**WHAT IS EXPECTED**
Check every line of the data below for the word "serif". Copy the ones that have it.

RECORDS TO USE START

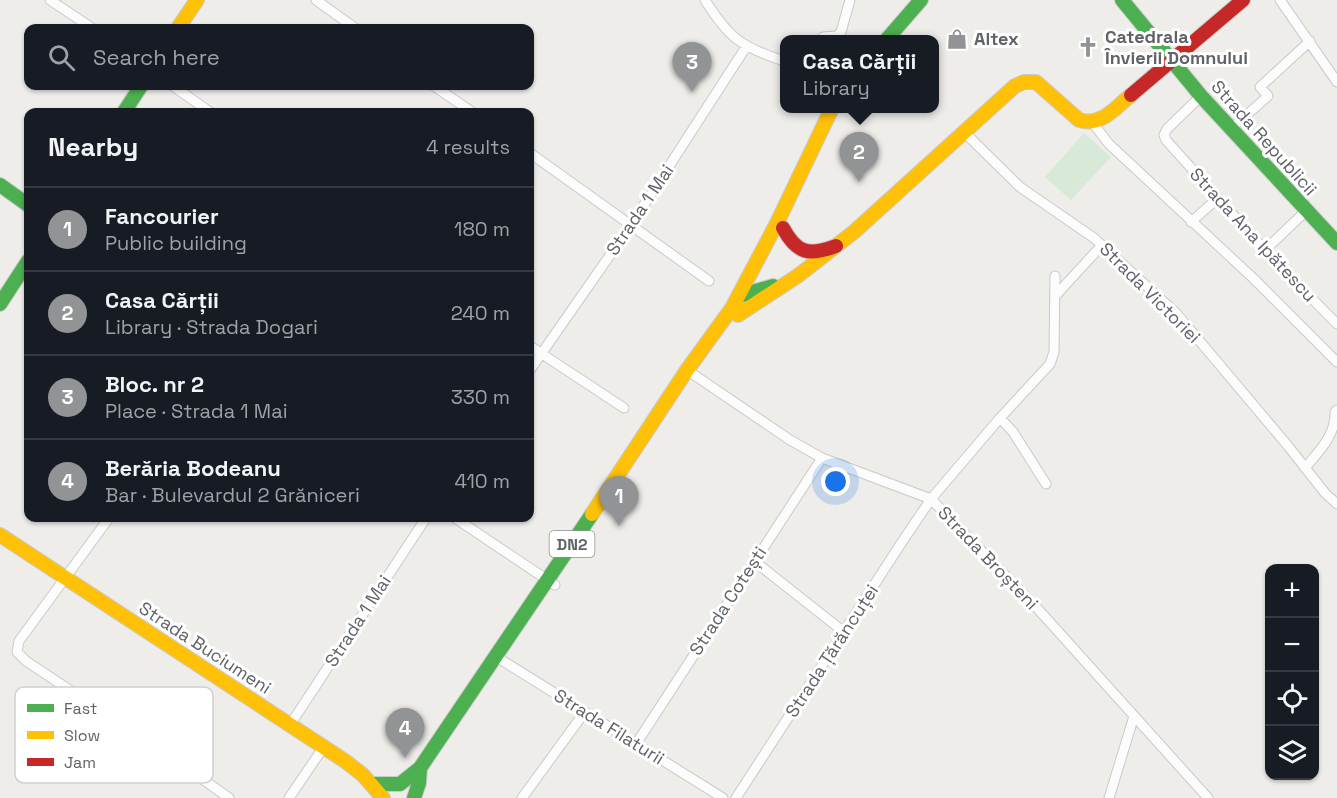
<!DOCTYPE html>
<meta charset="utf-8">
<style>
:root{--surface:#171b24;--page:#242831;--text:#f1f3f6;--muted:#9ea1a6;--line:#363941;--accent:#919394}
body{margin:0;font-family:"Space Grotesk",sans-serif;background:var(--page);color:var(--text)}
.controls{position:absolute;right:18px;bottom:18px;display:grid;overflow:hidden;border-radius:12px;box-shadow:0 2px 4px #0004}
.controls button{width:54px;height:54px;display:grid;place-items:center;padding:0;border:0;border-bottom:2px solid var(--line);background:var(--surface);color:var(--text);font:30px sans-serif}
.you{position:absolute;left:836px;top:482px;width:21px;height:21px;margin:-15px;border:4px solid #fff;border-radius:50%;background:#1a73e8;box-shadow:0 0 0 9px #1a73e833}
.badge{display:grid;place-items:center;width:39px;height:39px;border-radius:50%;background:var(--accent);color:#fff;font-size:20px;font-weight:700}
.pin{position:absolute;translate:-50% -50px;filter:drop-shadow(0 2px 3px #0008)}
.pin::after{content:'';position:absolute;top:32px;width:21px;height:18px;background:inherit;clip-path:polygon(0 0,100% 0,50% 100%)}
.popup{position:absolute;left:780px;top:35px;width:159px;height:78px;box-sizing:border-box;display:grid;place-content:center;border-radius:12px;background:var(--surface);filter:drop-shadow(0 2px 4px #0005);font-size:20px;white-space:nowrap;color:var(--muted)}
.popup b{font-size:22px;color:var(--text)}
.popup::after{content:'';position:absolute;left:50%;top:100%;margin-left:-12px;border:12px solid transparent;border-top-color:var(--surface)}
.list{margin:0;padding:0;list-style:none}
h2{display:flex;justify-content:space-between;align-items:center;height:78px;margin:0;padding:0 24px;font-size:26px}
h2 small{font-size:20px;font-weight:400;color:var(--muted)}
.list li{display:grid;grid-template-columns:39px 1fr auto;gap:18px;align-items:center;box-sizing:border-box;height:84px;padding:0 24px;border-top:2px solid var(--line)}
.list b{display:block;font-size:22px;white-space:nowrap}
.list p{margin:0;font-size:20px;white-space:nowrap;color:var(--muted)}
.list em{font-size:20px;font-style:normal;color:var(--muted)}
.icon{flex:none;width:33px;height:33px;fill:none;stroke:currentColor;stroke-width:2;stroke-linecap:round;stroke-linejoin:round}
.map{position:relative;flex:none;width:1337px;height:798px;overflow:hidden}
.search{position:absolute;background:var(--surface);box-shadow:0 2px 4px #0004;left:24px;top:24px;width:510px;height:66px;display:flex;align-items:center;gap:15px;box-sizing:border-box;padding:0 21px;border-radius:12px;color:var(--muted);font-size:22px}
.panel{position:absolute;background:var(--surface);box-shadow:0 2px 4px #0004;left:24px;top:108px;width:510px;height:414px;border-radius:12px}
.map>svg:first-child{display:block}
.park{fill:#d9e9d7}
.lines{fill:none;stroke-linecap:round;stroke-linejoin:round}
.street-casing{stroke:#c9c9c9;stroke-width:11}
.fast-casing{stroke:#cbcbcb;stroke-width:16}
.slow-casing{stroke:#cbcbcb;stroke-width:16}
.jam-casing{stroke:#cbcbcb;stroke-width:16}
.street{stroke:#fcfcfc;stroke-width:9}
.fast{stroke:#4caf50;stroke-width:14}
.slow{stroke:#ffc107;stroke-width:14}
.jam{stroke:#c62828;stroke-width:14}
.labels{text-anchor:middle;stroke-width:6;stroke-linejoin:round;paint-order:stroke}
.shield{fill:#fff;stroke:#8f9194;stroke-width:1.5}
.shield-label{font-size:16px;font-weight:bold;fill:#5f6266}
.poi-label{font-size:18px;font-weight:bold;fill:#5f6266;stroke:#fff;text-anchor:start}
.street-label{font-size:18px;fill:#5f6266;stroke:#fff}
.key{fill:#fff;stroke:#cfd0d1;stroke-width:1.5}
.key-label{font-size:16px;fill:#5f6266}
</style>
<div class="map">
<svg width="1337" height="798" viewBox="0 0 1337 798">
<rect width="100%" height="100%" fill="#eeedea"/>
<path class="park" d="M1084 133 1111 157 1071 200 1045 177Z"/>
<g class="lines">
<g class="street-casing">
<path id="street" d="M50 0 92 28
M316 0 355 28
M705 0C729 38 741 47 784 61
M1280 0 1337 82
M823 37 837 36 841 32 850 0
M173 86 210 112
M434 86 472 112
M1201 96 1167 129 1164 135 1166 140 1270 256 1337 324
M1092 122 1109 144 1254 279 1337 362
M1231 129 1268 96 1260 87 1310 41
M964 132 1020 187 1094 238 1176 313 1288 446 1325 493 1337 504
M530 153 709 281
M1191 222 1218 198
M1265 250 1306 211
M1057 294 1102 245
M530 346 624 408
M530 370 631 225 746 47
M687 370 790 440 822 458 931 499 1037 608 1208 798
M1000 418 1013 432 1046 484
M1305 468C1319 451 1336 435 1335 412L1337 410
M109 518 19 641 17 652 26 661 184 766 229 798
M455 518 555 585
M754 561 844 632
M495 656 723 798
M290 725 426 518
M636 744 822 458
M289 798 323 748
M522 798 584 713
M736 798 900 545 931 499 1000 418 1050 364 1054 352 1055 276
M1109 798 1134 716"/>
</g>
<g class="fast-casing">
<path id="fast" d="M1122 0 1201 96 1337 243
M887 39 921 0
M124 112 141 86
M0 185 28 205
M739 296 773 286
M0 304 28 261
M372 784H400L420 768
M414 798 419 783 420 768 592 514"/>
</g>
<g class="slow-casing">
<path id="slow" d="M178 28 197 0
M738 315 799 275 855 231 1015 86 1024 82H1036L1079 120C1101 127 1115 108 1131 95
M592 514 687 370 732 308 777 223 832 108
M0 535 345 761 363 775 383 798"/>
</g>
<g class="jam-casing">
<path id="jam" d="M1131 95 1243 0
M783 228C797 254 809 256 836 246"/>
</g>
<use href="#street" class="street"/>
<use href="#fast" class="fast"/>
<use href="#slow" class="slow"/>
<use href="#jam" class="jam"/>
</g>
<defs>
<g id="shop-bare" transform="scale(1.62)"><path d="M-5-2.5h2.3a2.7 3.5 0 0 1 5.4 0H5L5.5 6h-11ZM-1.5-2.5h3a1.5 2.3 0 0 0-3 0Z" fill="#919394" stroke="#fff" stroke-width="2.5" paint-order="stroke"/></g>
<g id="church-bare" transform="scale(1.62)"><path d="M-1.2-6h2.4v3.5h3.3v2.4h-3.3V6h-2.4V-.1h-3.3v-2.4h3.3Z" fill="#919394" stroke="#fff" stroke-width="2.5" paint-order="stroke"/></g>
</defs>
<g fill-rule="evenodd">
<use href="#shop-bare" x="957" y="39"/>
<use href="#church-bare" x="1088" y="47"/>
</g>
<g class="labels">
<rect class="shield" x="549.5" y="531" width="45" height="26" rx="4.5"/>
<g class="shield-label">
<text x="572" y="550">DN2</text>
</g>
<g class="poi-label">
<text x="1105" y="43">Catedrala<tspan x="1105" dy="21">Învierii Domnului</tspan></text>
<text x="974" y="45">Altex</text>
</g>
<g class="street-label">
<text transform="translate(1264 138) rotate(48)" y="6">Strada Republicii</text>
<text transform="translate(640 210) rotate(-56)" y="6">Strada 1 Mai</text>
<text transform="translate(1253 235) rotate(47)" y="6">Strada Ana Ipătescu</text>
<text transform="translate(1150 293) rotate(45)" y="6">Strada Victoriei</text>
<text transform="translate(988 558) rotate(46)" y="6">Strada Broșteni</text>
<text transform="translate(728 601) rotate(-57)" y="6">Strada Cotești</text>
<text transform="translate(358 621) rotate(-57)" y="6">Strada 1 Mai</text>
<text transform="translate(205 648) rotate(33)" y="6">Strada Buciumeni</text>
<text transform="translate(832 651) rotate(-57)" y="6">Strada Țărăncuței</text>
<text transform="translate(609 727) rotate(32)" y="6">Strada Filaturii</text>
</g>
</g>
<rect x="15" y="687" width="198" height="96" rx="9" class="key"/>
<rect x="27" y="704" width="27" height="8" fill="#4caf50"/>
<rect x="27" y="731" width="27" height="8" fill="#ffc107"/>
<rect x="27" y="758" width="27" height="8" fill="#c62828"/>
<g class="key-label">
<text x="64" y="714">Fast</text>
<text x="64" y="741">Slow</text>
<text x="64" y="768">Jam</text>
</g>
</svg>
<div class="controls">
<button>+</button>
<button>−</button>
<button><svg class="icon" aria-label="locate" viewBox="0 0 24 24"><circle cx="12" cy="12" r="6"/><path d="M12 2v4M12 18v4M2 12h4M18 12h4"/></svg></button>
<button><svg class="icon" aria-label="layers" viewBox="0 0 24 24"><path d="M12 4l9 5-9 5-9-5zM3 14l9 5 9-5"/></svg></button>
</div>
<div class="you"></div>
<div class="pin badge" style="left:619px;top:526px">1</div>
<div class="pin badge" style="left:859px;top:182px">2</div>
<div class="popup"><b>Casa Cărții</b>Library</div>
<div class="pin badge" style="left:692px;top:92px">3</div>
<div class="pin badge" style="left:405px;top:758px">4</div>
<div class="search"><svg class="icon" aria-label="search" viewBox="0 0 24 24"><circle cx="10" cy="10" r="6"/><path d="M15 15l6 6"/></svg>Search here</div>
<section class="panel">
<h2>Nearby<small>4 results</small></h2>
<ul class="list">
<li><span class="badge">1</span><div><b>Fancourier</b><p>Public building</p></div><em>180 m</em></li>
<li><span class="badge">2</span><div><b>Casa Cărții</b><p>Library · Strada Dogari</p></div><em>240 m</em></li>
<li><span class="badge">3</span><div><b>Bloc. nr 2</b><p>Place · Strada 1 Mai</p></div><em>330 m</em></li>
<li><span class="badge">4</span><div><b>Berăria Bodeanu</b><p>Bar · Bulevardul 2 Grăniceri</p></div><em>410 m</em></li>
</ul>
</section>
</div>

RECORDS TO USE END

**REPLY**
body{margin:0;font-family:"Space Grotesk",sans-serif;background:var(--page);color:var(--text)}
.controls button{width:54px;height:54px;display:grid;place-items:center;padding:0;border:0;border-bottom:2px solid var(--line);background:var(--surface);color:var(--text);font:30px sans-serif}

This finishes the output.